継続取引の場合の過払い
貸金業者との取引が5年も10年も続いている人は、ほとんどが枠内融資を繰返しす継続取引をしていると思います。
50万円の融資を受けたときには、1万5千円の60回払いというような契約を結ぶのが普通です。50万円の融資を受けて、その契約どおりに60回の返済で完済する人は少数派だと思います。
普通は50万円という融資枠内でのキャッシングが可能なので、返済と枠内でのキャッシングを繰返すことが多いと思います。ちなみに、毎月の利息を返済すれば良く、元本を返さなくても良いという自由返済方式もあります。

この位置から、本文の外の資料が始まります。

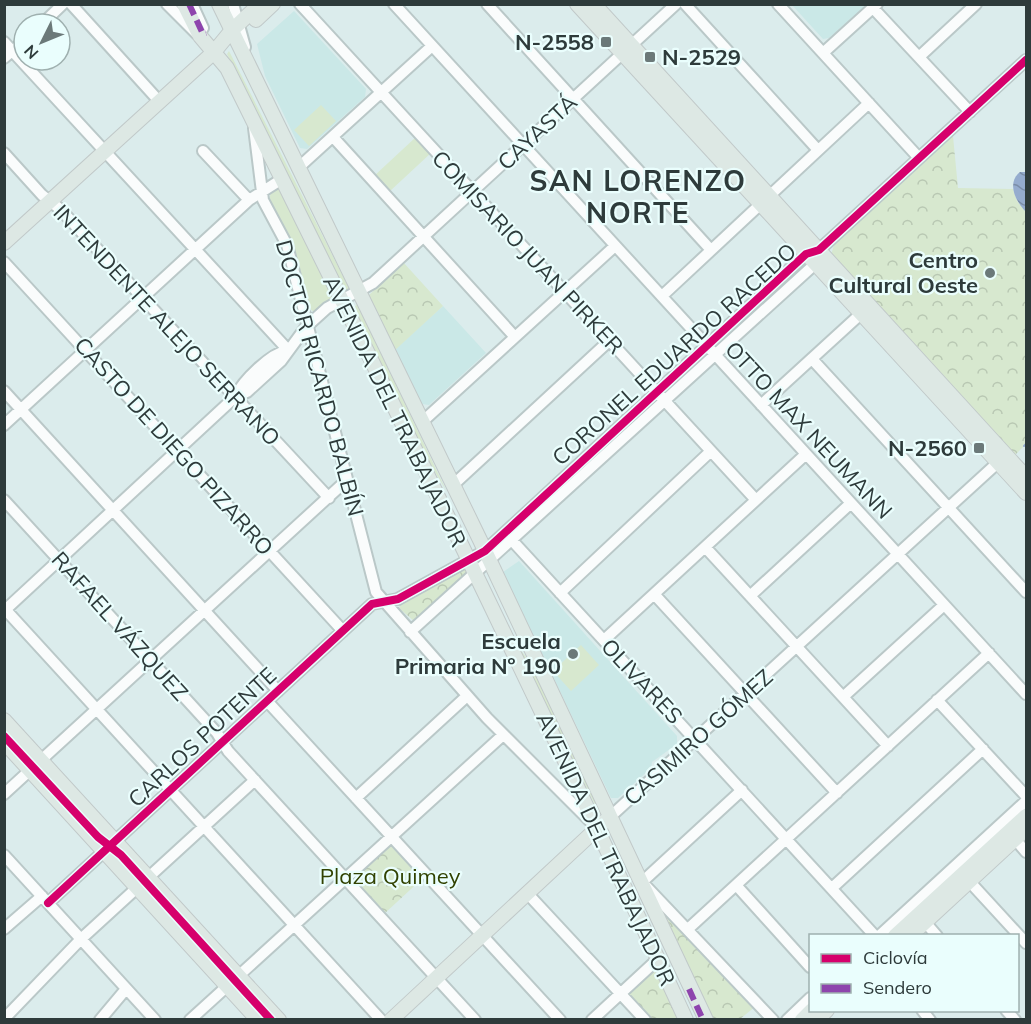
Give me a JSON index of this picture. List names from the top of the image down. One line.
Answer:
{"streets":{"main road":["AVENIDA DEL TRABAJADOR","CASIMIRO GÓMEZ"],"street":["CAYASTÁ","COMISARIO JUAN PIRKER","INTENDENTE ALEJO SERRANO","CORONEL EDUARDO RACEDO","DOCTOR RICARDO BALBÍN","OTTO MAX NEUMANN","CASTO DE DIEGO PIZARRO","RAFAEL VÁZQUEZ","OLIVARES","CARLOS POTENTE"]},"crossings":[["CAYASTÁ","COMISARIO JUAN PIRKER"],["CAYASTÁ","INTENDENTE ALEJO SERRANO"],["CAYASTÁ","DOCTOR RICARDO BALBÍN"],["CAYASTÁ","AVENIDA DEL TRABAJADOR"],["CAYASTÁ","OTTO MAX NEUMANN"],["CAYASTÁ","CASTO DE DIEGO PIZARRO"],["CAYASTÁ","RAFAEL VÁZQUEZ"],["COMISARIO JUAN PIRKER","CORONEL EDUARDO RACEDO"],["CORONEL EDUARDO RACEDO","DOCTOR RICARDO BALBÍN"],["CORONEL EDUARDO RACEDO","AVENIDA DEL TRABAJADOR"],["CORONEL EDUARDO RACEDO","OTTO MAX NEUMANN"],["CORONEL EDUARDO RACEDO","OLIVARES"],["CORONEL EDUARDO RACEDO","CARLOS POTENTE"],["DOCTOR RICARDO BALBÍN","AVENIDA DEL TRABAJADOR"],["DOCTOR RICARDO BALBÍN","CARLOS POTENTE"],["AVENIDA DEL TRABAJADOR","CASIMIRO GÓMEZ"],["OTTO MAX NEUMANN","CASIMIRO GÓMEZ"],["CASTO DE DIEGO PIZARRO","CARLOS POTENTE"],["RAFAEL VÁZQUEZ","CARLOS POTENTE"],["RAFAEL VÁZQUEZ","CASIMIRO GÓMEZ"],["OLIVARES","CASIMIRO GÓMEZ"]],"districts":["SAN LORENZO NORTE"],"parks":["Plaza Quimey"],"places":{"transit":["N-2558","N-2529","N-2560"],"other":["Centro Cultural Oeste","Escuela Primaria Nº 190"]},"legend":["Ciclovía","Sendero"],"north":"bottom left"}
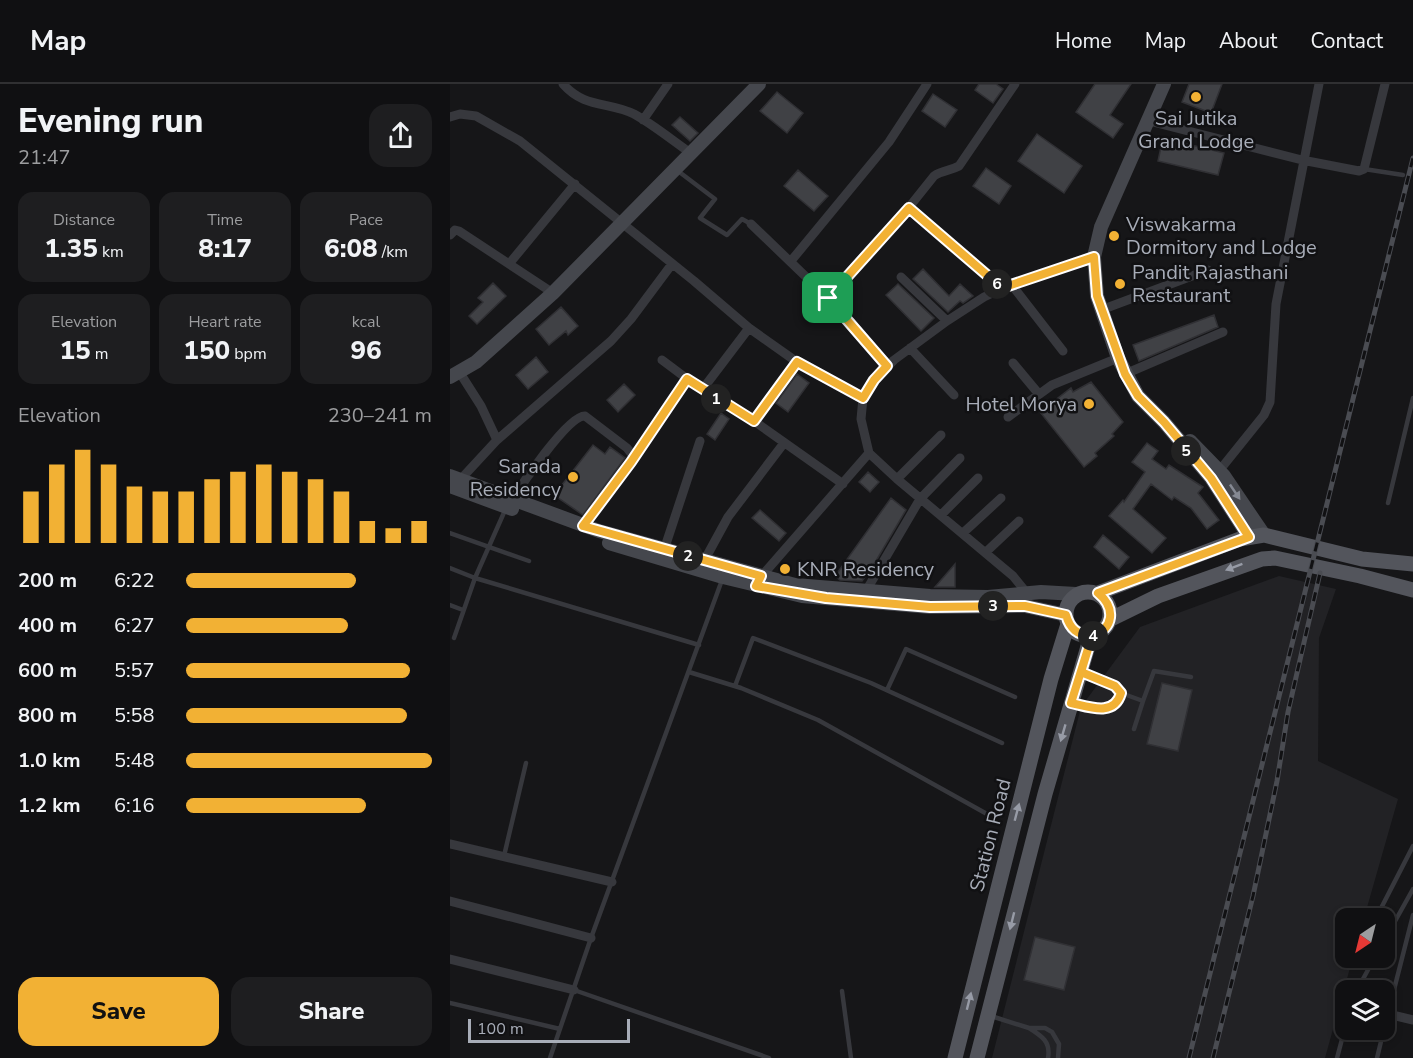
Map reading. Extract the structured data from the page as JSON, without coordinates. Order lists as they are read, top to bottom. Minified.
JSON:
{"streets":{"main road":["Station Road"]},"places":["Sai Jutika Grand Lodge","Viswakarma Dormitory and Lodge","Pandit Rajasthani Restaurant","Hotel Morya","Sarada Residency","KNR Residency"],"scale_bar":"100 m","north":"bottom left","page":{"header":"Map","nav":["Home","Map","About","Contact"],"heading":["Evening run","21:47"],"stats":[["Distance","1.35 km"],["Time","8:17"],["Pace","6:08 /km"],["Elevation","15 m"],["Heart rate","150 bpm"],["kcal","96"]],"pins":["6","1","5","2","3","4"],"chart":["Elevation","230–241 m"],"list":[{"name":"200 m","note":"6:22"},{"name":"400 m","note":"6:27"},{"name":"600 m","note":"5:57"},{"name":"800 m","note":"5:58"},{"name":"1.0 km","note":"5:48"},{"name":"1.2 km","note":"6:16"}],"buttons":["Save","Share"],"scale":"100 m"}}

また、初回契約は10万円の融資枠で、返済を続けると融資枠が20万円に増額になるという方式をとっている貸金業者は多いです。さらに、返済実績によって30万円、40万円、50万円と融資枠を広げていくのです。
このように、借り手は返済を長期間続けても、元本が減るどころか増えていく傾向があり、ずっと借金をした状態で、ずっと貸金業者に利息を支払っているという状態が普通だと思います。
特に、元本を一括で返済することができない多重債務者に、このようなケースが多く見られます。
ところで、過払い金を求める引き直し計算では、継続取引は全て1つの取引とみなして計算されます。融資ごとに過払い金を求めていくのではなく、前取引で発生した過払い金は次の融資額に充当されていくのです。
そのため、貸金業者との取引は長いが、最近融資を受けているから過払い金は発生していないということにはなりません。
過払い金においては、どれだけ最近キャッシングをしていても、契約書を書き換えていても、初回の契約からずっと1つの契約として考えますので、過払い金の発生には何の障害にもならないのです。
過払い金の時効は10年と言われていますが、契約書を書き換えようが、取引が続いている限りは関係ありません。